Now subtract equation (2) with equation (1). We have,
 \[ \Rightarrow z + x - (y + z) = \dfrac{K}{b} - \dfrac{K}{a}{\text{ }}\]
Taking L.C.M. in the right hand side of the equation,
 \[ \Rightarrow z + x - y - z = \dfrac{{Ka - Kb}}{{ab}}\]
Cancelling ‘z’ on the left hand side of the equation, and taking ‘K’ common on the right hand side of the equation, we have:
 \[ \Rightarrow x - y = \dfrac{{K(a - b)}}{{ab}}\]
In the problem we have \[c(a - b)\] in the denominator of \[x - y\] , so divide the above equation with \[c(a - b)\] on both sides.
 \[ \Rightarrow \dfrac{{x - y}}{{c(a - b)}} = \dfrac{K}{{abc}}{\text{ - - - - - - - (4)}}\] .
Now subtracting equation (3) with equation (2).

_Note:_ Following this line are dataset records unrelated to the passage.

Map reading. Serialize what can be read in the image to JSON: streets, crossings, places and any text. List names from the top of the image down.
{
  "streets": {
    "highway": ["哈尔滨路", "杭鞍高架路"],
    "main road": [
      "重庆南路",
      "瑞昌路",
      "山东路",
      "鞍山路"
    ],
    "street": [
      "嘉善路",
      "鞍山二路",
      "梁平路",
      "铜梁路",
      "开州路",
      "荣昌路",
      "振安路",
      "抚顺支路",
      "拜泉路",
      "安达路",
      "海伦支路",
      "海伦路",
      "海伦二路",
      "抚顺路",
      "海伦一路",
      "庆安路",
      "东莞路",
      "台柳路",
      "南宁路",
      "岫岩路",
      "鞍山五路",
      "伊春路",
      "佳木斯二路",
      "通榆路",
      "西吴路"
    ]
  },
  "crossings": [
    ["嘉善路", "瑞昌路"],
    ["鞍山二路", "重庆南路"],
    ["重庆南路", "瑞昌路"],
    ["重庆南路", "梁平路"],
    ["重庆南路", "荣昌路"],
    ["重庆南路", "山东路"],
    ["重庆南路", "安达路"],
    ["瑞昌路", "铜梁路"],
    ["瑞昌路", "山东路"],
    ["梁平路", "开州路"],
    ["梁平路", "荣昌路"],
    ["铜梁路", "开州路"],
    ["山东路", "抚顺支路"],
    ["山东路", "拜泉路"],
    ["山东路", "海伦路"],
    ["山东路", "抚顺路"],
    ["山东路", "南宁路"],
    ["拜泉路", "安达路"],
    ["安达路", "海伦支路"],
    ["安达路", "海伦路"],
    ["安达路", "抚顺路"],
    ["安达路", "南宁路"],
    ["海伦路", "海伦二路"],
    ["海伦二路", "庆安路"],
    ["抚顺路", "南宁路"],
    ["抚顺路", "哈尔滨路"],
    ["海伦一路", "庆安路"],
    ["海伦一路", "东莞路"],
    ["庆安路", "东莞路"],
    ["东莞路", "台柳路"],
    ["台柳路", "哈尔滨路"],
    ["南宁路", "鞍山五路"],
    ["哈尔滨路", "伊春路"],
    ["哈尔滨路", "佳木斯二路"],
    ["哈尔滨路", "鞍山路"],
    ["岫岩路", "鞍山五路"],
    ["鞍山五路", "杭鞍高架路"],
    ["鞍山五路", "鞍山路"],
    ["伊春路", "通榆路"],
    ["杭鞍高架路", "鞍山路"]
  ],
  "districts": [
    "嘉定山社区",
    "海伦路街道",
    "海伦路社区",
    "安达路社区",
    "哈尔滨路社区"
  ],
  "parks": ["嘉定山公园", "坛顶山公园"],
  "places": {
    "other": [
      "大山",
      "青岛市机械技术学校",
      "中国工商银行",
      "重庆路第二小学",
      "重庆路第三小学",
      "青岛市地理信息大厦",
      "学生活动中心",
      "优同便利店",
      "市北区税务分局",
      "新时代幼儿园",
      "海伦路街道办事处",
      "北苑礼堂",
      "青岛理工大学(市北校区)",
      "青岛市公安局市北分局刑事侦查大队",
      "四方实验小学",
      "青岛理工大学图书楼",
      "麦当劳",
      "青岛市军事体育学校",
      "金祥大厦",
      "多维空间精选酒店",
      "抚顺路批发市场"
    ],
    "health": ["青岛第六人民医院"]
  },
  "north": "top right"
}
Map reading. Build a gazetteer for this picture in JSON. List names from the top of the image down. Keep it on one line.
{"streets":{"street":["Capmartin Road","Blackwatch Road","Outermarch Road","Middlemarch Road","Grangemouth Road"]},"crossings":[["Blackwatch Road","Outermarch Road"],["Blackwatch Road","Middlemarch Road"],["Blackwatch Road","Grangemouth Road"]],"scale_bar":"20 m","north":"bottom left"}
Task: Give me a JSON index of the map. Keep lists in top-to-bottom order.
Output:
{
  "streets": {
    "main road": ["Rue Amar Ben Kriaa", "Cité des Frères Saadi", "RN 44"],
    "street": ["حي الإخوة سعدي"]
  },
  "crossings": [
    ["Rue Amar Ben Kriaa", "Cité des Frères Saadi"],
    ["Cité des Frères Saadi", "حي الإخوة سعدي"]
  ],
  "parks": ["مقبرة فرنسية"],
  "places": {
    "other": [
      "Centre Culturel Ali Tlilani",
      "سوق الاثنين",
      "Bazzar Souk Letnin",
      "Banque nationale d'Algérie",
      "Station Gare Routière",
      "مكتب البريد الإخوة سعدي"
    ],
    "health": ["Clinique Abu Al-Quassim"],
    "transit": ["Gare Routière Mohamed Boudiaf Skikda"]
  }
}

We have,
 \[ \Rightarrow x + y - (z + x) = \dfrac{K}{c} - \dfrac{K}{b}{\text{ }}\]
Taking L.C.M. in the right hand side of the equation,
 \[ \Rightarrow x + y - z - x = \dfrac{{Kb - Kc}}{{bc}}\]
Cancelling ‘x’ on the left hand side of the equation, and taking ‘K’ common on the right hand side of the equation, we have:
 \[ \Rightarrow y - z = \dfrac{{K(b - c)}}{{bc}}\]
In the problem we have \[a(b - c)\] in the denominator of \[y - z\] , so divide the above equation with \[a(b - c)\] on both sides.
 \[ \Rightarrow \dfrac{{y - z}}{{a(b - c)}} = \dfrac{K}{{abc}}{\text{ - - - - - - - - (5)}}\] .
Similarly, now subtracting equation (1) with equation (3). We have,
 \[ \Rightarrow y + z - (x + y) = \dfrac{K}{a}{\text{ }} - \dfrac{K}{c}\]
Taking L.C.M. in the right hand side of the equation,
 \[ \Rightarrow y + z - x - y = \dfrac{{Kc - Ka}}{{ac}}\]
Cancelling ‘y’ on the left hand side of the equation, and taking ‘K’ common on the right hand side of the equation, we have:
 \[ \Rightarrow z - x = \dfrac{{K(c - a)}}{{ac}}\]
In the problem we have \[b(c - a)\] in the denominator of \[z - x\] , so divide the above equation with \[b(c - a)\] on both sides
 \[ \Rightarrow \dfrac{{z - x}}{{b(c - a)}} = \dfrac{K}{{abc}}{\text{ - - - - - - - (6)}}\]
Now from equation (4), equation (5) and equation (6) we have,
 \[\dfrac{{x - y}}{{c(a - b)}} = \dfrac{K}{{abc}}\] , \[\dfrac{{y - z}}{{a(b - c)}} = \dfrac{K}{{abc}}\] and \[\dfrac{{z - x}}{{b(c - a)}} = \dfrac{K}{{abc}}\] .
Then we have,
 \[\dfrac{{y - z}}{{a(b - c)}} = \dfrac{{z - x}}{{b(c - a)}} = \dfrac{{x - y}}{{c(a - b)}}\] .
Hence proved.
So, the correct answer is “ \[\dfrac{{y - z}}{{a(b - c)}} = \dfrac{{z - x}}{{b(c - a)}} = \dfrac{{x - y}}{{c(a - b)}}\] .”.

Note: We simplify the above problem based on what we need to prove. As we can see we divided \[x - y\] term with \[c(a - b)\] because in the equation that we need to prove have \[\dfrac{{x - y}}{{c(a - b)}}\] . That is what we did for the rest of the terms. Careful in the calculation part especially in the sign multiplication while expanding the brackets.